I remember when it was a service station, with the chap that sat in the little cubby come rain or shine and filled your car having been alerted by the ‘ding ding’ of the rubber tube you drove over. 


It was the first petrol station I used when I passed my test, and perhaps having been treated to such a personal service is one of the reasons, having felt like a VIP each visit that I now resent having to do it myself almost 30 years later!


In earlier years we often popped there for milk, bread and a 10p mix, mum’s treat for going, as it was open later than Wood Lane shops, and closer than the village. 


The floor was always dusty, and there was an alien like divide with 50% of the shop (the door also rang a ‘ding ding’ on entry) having a fantastic array of sweets whilst the other half was equipped like a mini Halfords on steroids.

You needed it, they had it! It didn’t matter that the coat of dust came free with purchase. You were just glad to not have to venture out further afield.

And it even had its very own oily ‘working class’ smell. Think ‘The Mobil’ if you know, you know. 


As time moved on, the car wash sprung a new sense of purpose to the site and is forever busy providing a clearly well used and wanted service to the Partington community. 


Having been in recently, the shop has been kitted out inline with a decent alternative clean and bright convenience store, especially given there are a high proportion of elderly residents surrounding who have lived there for many years. Popping to ‘The Mobil’ a common Partington phrase.


To think that all that history, even of a grubby but once well loved and utilised family business will be bulldozed is very sad. More importantly it is testament to the fact that the Partington people have, all too often had to endure the loss of well valued services in the name of ‘progress’.
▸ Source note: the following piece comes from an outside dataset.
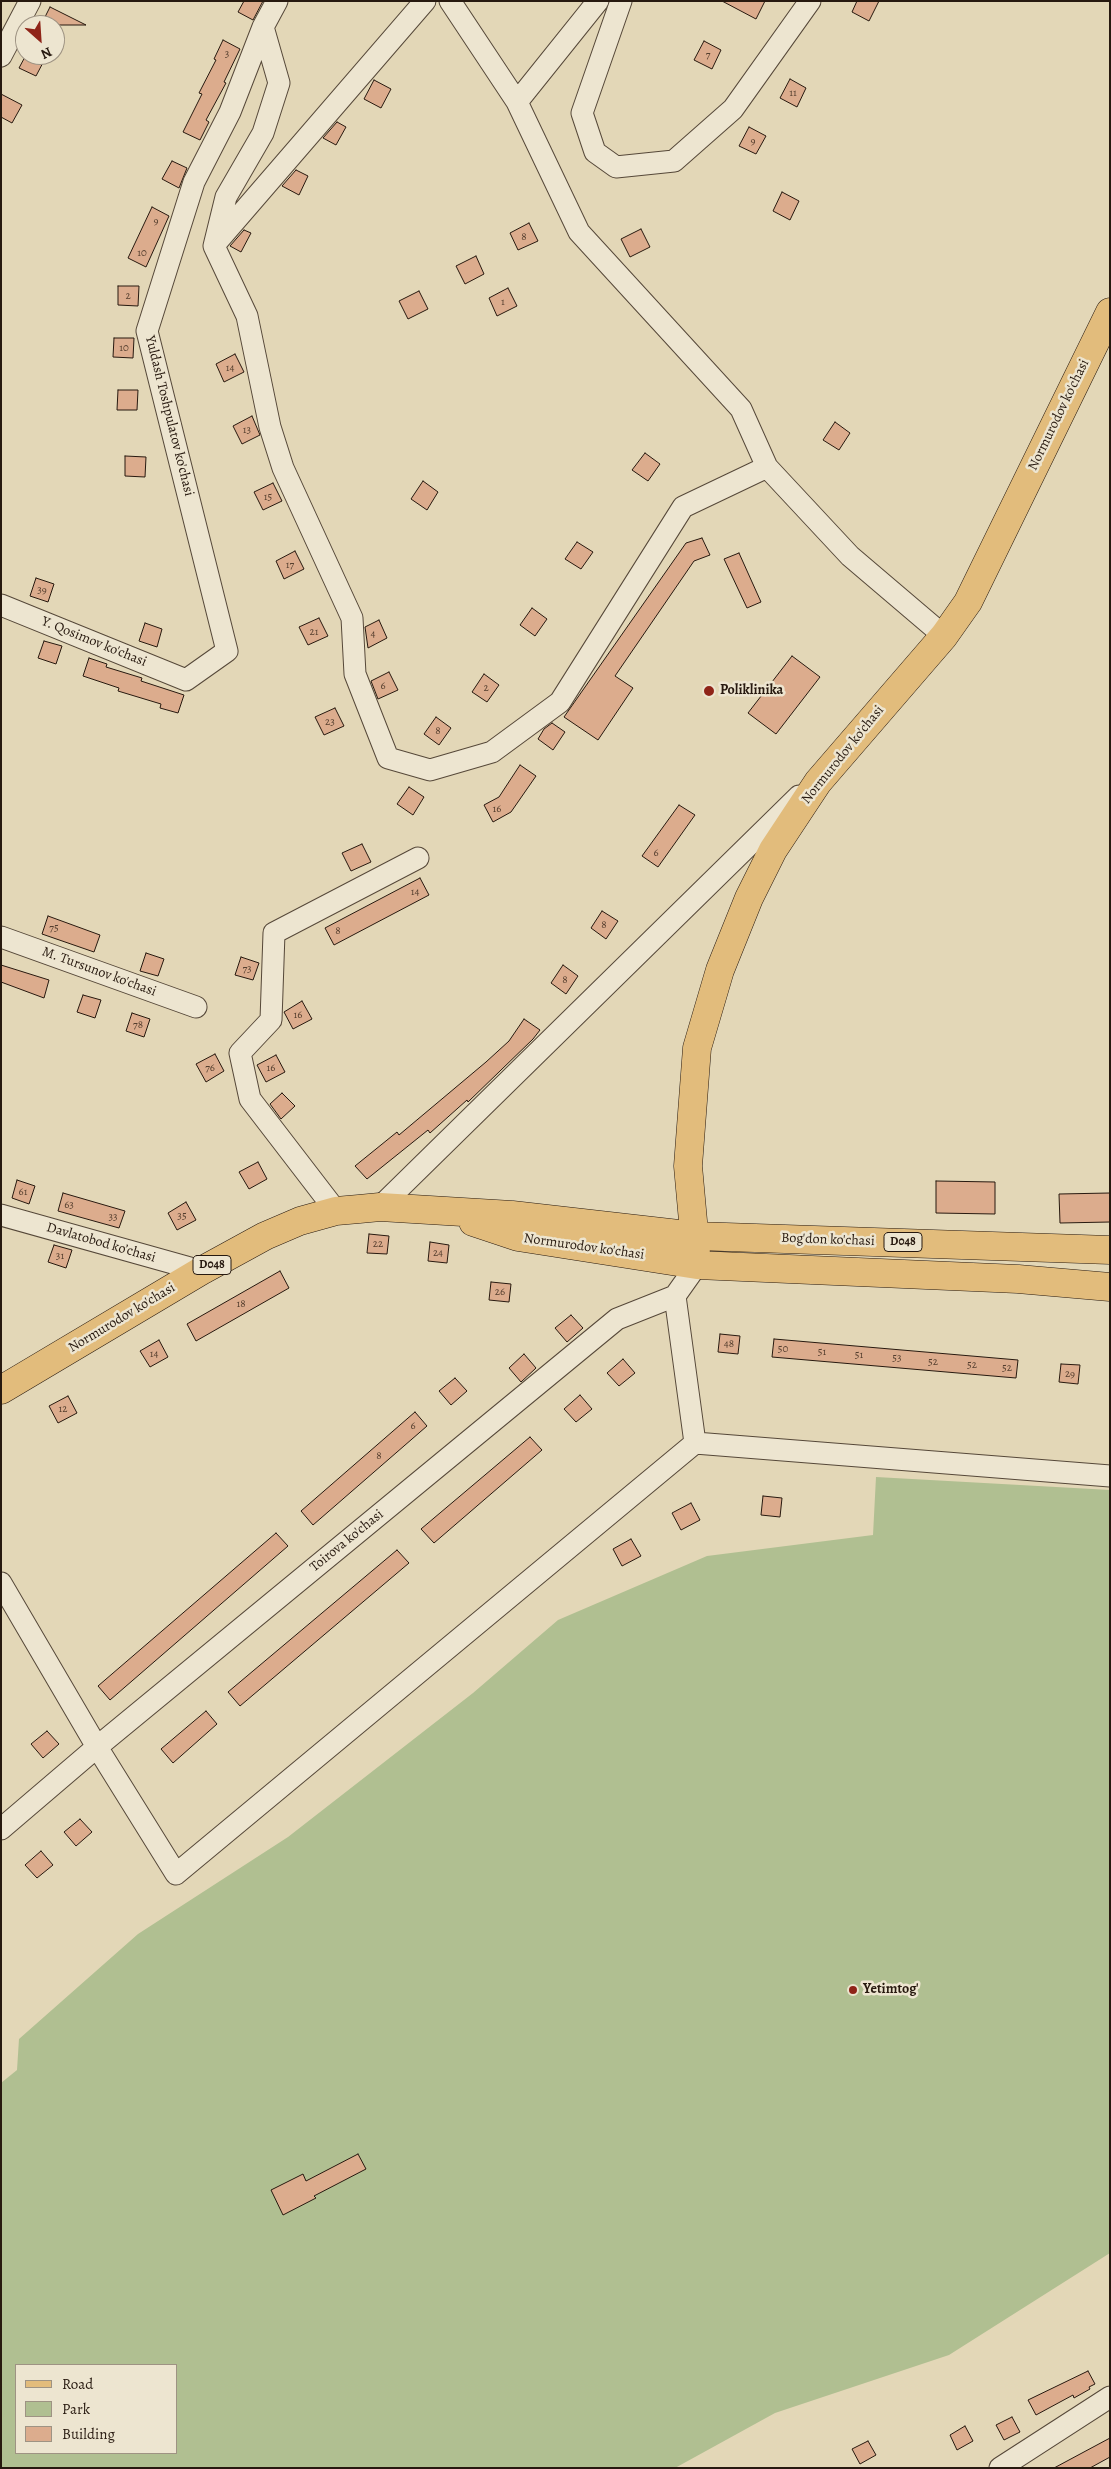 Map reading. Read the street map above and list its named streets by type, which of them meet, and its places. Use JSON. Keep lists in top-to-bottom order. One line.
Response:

You cannot squeeze every ounce out of the village, without providing additional facilities the GPs, Dental Services and schools are already under pressure. There are no village pubs anymore, and don’t even remind me how the once thriving market at its old site was abolished.

Moved to the less communal edge of the car park as an after thought. 


Market days were a huge part of Partington life, providing anything else you needed with the added bonus of socialising with your community.

You could easily do a few laps of the mysterious rotunda that you were never quite sure what it housed, toilets? Storage? Who knows, we were only ever allowed to circle the steps! But you could guarantee you would see at least three of your best friends, and your mum would have seen twice as many of hers.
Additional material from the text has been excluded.